Nope. "8 Custom-designed knives you can actually afford". The word "affordable" is not used at all, subjective to every person in general, and specifically implies here that you are more able to afford these knives than the custom knives on which they are based. Yes, $400 is affordable compared to $1600-2000. And if you can't afford $400, you can't afford $1600 so neither one are affordable to you.

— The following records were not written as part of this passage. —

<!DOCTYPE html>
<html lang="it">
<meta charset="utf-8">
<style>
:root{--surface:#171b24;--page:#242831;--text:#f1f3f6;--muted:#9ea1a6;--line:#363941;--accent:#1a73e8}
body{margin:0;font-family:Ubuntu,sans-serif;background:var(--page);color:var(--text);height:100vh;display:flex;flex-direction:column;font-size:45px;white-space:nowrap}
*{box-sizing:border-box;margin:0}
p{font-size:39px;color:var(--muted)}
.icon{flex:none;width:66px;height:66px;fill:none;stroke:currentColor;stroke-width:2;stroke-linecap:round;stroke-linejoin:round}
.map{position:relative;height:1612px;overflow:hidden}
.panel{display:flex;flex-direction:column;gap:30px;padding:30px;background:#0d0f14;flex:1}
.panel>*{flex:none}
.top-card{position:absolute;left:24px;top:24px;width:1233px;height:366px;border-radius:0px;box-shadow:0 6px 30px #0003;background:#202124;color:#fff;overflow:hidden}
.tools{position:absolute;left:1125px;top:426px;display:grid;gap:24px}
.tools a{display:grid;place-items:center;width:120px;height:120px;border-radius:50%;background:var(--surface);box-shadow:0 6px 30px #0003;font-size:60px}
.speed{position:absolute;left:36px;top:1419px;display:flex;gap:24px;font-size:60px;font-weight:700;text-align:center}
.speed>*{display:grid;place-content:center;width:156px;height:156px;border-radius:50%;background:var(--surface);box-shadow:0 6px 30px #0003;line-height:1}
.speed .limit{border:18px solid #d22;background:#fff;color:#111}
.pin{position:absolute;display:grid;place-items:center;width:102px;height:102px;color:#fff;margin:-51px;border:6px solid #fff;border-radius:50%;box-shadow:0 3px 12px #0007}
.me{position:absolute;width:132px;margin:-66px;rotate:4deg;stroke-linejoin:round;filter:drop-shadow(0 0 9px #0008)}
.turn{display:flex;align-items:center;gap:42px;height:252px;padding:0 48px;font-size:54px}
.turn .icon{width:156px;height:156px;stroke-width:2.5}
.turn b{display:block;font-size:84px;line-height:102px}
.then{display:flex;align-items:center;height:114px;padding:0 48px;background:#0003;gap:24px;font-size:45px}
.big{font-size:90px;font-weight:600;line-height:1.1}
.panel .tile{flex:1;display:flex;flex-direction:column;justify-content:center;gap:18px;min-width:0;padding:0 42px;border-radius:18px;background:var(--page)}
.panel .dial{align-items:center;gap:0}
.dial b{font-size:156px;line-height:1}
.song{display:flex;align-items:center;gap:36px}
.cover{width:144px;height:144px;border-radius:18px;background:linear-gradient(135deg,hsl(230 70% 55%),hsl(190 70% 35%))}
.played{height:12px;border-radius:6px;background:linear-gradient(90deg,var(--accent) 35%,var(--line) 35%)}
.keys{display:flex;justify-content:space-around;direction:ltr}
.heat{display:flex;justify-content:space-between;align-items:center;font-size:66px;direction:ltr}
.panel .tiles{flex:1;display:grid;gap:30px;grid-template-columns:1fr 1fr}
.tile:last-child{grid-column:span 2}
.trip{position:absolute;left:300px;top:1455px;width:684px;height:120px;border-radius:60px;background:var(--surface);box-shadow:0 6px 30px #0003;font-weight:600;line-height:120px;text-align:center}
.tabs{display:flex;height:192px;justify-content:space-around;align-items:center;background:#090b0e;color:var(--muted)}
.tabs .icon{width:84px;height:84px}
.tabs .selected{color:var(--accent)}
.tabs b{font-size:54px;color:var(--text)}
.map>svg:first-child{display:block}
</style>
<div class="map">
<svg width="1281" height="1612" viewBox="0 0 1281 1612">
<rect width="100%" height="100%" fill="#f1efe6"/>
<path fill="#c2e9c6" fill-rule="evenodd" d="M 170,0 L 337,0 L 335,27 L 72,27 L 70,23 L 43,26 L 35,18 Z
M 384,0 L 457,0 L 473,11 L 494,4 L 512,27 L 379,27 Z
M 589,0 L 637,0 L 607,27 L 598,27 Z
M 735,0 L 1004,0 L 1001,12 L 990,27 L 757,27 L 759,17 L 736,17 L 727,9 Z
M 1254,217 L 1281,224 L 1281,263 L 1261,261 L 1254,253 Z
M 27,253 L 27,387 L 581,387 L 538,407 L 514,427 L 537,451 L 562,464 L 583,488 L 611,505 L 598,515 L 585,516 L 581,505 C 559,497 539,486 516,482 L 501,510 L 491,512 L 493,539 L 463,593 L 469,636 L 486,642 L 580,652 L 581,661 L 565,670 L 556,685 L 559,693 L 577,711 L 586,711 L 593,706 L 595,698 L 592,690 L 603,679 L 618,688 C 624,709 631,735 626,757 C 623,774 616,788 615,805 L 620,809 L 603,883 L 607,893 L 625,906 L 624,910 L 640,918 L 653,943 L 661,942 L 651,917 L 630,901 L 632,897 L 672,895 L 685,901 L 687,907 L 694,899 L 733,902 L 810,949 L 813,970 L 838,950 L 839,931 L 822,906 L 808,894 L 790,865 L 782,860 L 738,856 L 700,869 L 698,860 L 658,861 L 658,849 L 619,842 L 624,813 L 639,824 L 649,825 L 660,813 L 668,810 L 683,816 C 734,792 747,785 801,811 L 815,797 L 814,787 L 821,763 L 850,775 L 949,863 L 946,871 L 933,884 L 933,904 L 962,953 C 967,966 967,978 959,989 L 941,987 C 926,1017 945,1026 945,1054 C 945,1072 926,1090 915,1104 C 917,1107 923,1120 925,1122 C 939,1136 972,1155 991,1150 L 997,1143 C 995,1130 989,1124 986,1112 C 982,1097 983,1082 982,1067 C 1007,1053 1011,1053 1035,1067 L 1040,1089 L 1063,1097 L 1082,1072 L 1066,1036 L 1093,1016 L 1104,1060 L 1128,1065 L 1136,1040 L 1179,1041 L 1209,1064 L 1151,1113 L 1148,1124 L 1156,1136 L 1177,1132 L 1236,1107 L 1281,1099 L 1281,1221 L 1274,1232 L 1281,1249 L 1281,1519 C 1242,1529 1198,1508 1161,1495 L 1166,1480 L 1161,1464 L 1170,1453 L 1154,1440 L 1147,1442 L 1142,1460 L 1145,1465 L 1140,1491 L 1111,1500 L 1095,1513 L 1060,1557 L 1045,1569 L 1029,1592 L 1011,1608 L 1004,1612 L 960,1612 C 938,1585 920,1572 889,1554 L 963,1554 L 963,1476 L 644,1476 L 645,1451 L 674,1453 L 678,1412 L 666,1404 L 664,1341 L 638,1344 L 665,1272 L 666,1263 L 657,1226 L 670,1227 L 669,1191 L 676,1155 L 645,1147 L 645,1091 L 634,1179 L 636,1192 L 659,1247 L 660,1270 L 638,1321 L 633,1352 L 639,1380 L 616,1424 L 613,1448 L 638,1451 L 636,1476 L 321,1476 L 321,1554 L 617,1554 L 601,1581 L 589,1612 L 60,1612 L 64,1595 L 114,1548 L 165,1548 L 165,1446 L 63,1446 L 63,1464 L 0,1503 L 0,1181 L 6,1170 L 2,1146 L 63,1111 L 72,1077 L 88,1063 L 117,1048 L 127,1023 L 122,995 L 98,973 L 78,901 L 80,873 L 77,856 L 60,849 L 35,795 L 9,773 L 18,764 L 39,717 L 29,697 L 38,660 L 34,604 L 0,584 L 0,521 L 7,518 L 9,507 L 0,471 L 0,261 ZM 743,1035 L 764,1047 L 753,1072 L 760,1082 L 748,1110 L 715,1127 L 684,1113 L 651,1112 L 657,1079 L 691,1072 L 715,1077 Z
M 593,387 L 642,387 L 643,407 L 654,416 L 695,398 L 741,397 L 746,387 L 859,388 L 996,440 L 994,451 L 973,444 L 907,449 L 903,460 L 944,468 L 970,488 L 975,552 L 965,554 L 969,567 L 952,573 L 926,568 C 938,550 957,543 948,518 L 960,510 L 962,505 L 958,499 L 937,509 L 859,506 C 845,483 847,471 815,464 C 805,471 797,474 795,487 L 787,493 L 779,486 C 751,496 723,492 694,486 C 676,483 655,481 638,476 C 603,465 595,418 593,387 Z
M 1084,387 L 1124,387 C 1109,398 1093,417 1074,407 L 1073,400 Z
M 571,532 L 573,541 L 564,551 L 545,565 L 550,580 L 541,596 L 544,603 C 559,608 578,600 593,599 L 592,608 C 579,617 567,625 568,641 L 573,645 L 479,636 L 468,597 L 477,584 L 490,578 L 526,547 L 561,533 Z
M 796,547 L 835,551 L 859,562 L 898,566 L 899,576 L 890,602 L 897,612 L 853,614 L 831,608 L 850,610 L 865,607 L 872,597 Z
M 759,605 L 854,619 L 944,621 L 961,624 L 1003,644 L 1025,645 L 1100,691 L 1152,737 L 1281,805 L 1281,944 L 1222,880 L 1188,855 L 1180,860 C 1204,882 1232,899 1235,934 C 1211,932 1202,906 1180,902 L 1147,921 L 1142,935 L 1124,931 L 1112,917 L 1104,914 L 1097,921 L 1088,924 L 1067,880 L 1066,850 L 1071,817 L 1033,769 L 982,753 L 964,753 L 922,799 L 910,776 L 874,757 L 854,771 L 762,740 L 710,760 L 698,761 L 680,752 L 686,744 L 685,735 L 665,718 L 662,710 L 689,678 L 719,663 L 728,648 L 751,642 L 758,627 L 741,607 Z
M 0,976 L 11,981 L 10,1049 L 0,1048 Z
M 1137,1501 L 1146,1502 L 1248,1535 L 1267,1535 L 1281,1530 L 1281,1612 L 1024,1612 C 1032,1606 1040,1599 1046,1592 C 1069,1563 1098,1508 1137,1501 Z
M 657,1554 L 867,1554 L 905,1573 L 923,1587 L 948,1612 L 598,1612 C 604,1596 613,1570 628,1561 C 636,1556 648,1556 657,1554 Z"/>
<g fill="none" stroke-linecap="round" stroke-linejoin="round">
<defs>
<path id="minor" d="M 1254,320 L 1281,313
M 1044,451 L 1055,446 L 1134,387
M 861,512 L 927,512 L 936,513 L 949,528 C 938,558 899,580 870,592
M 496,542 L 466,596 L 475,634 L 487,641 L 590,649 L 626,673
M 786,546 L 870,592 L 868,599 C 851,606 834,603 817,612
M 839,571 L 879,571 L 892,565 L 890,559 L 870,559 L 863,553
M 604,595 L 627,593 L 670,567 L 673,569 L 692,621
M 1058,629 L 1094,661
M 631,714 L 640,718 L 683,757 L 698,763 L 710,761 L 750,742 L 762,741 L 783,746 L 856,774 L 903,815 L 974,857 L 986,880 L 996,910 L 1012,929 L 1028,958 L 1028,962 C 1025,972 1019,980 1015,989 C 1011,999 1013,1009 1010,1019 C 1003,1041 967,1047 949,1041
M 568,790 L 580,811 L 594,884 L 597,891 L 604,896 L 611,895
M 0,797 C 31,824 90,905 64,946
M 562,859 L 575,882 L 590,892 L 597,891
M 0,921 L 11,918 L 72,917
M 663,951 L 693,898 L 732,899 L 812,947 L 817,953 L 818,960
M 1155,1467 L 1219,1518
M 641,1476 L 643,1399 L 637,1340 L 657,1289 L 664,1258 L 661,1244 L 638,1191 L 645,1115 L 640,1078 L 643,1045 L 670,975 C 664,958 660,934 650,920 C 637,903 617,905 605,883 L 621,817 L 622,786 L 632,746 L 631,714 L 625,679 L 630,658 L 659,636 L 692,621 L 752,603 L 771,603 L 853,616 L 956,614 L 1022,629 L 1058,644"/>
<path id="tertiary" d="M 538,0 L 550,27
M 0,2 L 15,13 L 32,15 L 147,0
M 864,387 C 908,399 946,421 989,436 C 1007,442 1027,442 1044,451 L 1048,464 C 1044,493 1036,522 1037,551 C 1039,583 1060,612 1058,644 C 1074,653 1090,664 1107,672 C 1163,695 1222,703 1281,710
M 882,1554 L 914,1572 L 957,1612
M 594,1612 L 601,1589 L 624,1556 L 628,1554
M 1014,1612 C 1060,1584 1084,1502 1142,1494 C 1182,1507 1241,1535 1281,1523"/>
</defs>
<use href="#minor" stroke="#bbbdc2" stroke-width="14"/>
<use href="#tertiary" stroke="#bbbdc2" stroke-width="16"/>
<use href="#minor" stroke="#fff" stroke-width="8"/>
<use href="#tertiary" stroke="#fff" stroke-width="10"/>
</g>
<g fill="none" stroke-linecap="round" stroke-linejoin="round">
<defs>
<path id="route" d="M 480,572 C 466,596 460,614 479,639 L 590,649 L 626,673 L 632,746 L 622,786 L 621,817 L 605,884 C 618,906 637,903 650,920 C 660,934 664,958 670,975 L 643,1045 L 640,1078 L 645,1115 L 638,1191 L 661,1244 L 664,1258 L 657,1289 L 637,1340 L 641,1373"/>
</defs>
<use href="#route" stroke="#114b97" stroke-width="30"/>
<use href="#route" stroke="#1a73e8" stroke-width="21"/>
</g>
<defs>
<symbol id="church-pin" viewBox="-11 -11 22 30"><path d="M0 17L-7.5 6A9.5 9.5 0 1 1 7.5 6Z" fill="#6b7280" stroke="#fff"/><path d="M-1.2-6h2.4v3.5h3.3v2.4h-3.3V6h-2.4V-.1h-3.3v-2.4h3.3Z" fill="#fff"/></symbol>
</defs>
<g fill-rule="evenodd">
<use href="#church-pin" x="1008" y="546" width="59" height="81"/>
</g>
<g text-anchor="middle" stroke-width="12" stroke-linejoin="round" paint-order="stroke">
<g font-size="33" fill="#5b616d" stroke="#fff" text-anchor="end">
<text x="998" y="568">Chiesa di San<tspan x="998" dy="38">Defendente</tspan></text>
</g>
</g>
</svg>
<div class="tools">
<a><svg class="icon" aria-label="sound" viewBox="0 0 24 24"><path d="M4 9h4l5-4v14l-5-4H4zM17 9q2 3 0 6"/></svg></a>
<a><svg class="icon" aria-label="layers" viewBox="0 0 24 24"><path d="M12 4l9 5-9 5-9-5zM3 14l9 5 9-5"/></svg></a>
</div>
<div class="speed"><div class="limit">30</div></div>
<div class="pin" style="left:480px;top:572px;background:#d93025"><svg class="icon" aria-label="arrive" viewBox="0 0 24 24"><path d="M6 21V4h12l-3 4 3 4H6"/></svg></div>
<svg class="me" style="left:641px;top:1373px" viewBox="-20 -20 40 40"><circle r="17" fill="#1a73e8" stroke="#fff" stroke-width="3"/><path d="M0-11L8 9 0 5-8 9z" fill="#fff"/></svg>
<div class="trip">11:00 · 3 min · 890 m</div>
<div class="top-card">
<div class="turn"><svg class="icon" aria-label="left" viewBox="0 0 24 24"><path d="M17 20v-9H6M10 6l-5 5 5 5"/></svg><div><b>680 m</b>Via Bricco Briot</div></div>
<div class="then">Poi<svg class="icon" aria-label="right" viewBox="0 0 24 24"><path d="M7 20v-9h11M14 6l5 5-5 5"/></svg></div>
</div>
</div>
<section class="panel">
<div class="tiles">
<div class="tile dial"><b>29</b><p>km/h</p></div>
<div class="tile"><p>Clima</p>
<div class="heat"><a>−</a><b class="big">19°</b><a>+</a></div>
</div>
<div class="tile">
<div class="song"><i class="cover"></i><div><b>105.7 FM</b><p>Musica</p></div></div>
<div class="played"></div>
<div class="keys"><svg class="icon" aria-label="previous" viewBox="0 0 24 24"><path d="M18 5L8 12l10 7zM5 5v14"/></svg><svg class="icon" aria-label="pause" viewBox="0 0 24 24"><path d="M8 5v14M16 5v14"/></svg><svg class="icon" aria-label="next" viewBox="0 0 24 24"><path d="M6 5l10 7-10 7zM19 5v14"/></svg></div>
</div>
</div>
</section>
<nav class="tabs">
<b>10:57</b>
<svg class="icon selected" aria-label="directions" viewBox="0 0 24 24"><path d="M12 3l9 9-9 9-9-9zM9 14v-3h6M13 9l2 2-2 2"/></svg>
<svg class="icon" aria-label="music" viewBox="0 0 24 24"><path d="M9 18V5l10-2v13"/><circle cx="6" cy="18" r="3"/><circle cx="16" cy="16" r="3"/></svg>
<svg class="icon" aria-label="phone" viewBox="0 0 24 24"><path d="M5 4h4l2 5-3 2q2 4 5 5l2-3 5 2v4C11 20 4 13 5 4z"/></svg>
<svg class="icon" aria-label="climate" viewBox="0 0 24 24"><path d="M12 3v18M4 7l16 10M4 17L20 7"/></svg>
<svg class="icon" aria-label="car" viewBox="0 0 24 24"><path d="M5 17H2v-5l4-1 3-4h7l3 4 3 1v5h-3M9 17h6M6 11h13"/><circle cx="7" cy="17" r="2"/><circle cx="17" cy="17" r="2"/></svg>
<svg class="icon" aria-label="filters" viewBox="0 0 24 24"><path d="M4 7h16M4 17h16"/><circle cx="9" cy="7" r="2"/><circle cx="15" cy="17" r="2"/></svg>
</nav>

Nowhere does the title say "these are affordable", and neither do I. I said they are "affordable versions", which implies things. Maybe I should've been more clear so you can understand, but I guess it's my mistake for assuming someone would be able to read between the lines and understand implications. Of course, if you can't understand how the word affordable has as many definitions as there are people on the planet, that affordable is completely relative, and that an article can't ever say any one thing is definitively affordable, then I just can't help you.
Also, for the Nirvana in particular, the article start that section with "Yes, the Nirvana by Spyderco comes with a hefty price tag, but it’s only 1/3 of what the custom knife would cost you. " which is an explicit statement that says that this is an expensive knife and that, because affordability is relative, the Spyderco version is affordable compared to the custom.